What’s your verdict, then, on using this combination of targeted therapies? Is it now to be recommended?

Not because we need to have the approval of our agency but I think that probably in the future it will be discussed as first line probably in patients with BRAF mutations.

How does this fit in with the first line therapy with immunotherapy, for example?

It can be discussed but I think that probably one of the most important things will be the speed, the rapidity of the evolution. When you have a quick evolution, BRAF positive, probably the Co-BRIM has to be firstly discussed. But you are perfectly right, the place of anti-PD1 can also be discussed but probably less in patients with a high tumour burden or a very quick evolution probably Co-BRIM will be most interesting in first line.

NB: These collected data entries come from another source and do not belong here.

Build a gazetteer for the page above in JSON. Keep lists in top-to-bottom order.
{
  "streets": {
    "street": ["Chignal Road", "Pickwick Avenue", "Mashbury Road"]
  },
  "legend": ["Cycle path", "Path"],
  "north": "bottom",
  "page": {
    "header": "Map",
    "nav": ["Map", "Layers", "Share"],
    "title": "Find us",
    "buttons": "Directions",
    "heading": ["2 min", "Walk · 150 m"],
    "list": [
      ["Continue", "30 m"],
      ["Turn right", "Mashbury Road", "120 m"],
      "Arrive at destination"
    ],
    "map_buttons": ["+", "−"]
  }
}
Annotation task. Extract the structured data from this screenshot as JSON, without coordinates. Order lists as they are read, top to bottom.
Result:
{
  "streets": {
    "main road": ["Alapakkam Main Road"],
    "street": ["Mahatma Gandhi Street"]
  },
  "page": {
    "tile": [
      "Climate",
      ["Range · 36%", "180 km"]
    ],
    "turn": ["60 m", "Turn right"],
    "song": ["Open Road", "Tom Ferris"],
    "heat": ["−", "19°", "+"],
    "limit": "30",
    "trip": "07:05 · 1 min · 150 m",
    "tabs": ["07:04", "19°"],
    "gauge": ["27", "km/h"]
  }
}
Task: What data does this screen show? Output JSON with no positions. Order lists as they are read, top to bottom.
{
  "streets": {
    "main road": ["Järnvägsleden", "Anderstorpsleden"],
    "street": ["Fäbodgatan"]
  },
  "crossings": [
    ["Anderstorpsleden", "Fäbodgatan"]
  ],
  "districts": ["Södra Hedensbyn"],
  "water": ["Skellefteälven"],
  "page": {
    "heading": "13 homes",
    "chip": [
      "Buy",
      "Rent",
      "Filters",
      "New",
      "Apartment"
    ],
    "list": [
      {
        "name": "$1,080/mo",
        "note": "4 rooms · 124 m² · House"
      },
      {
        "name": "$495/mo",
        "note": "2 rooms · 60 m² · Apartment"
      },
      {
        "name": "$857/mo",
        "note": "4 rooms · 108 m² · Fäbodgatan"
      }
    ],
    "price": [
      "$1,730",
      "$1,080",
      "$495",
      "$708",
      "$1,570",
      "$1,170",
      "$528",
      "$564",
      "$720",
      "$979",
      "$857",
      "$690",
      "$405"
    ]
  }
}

So could you sum up for busy cancer doctors what are the clinical messages, briefly, coming out of your study?

For patients who are BRAF positive it’s the future so we probably have to discuss first line the use of Co-BRIM with longer duration of responses and more complete remissions. So just to check about adverse events, it is always a problem of the ratio of benefit-risk.

Of course, we’re still waiting for licensing in certain ways, aren’t we?

Absolutely. Probably in 2016.

So what do you think is the message for current practice? Is it watch this space or are there things you can apply now?

Just that now we can say that we have the manner with a combination therapy. So we have a manner to avoid the problem of the resistance that we have with MEK.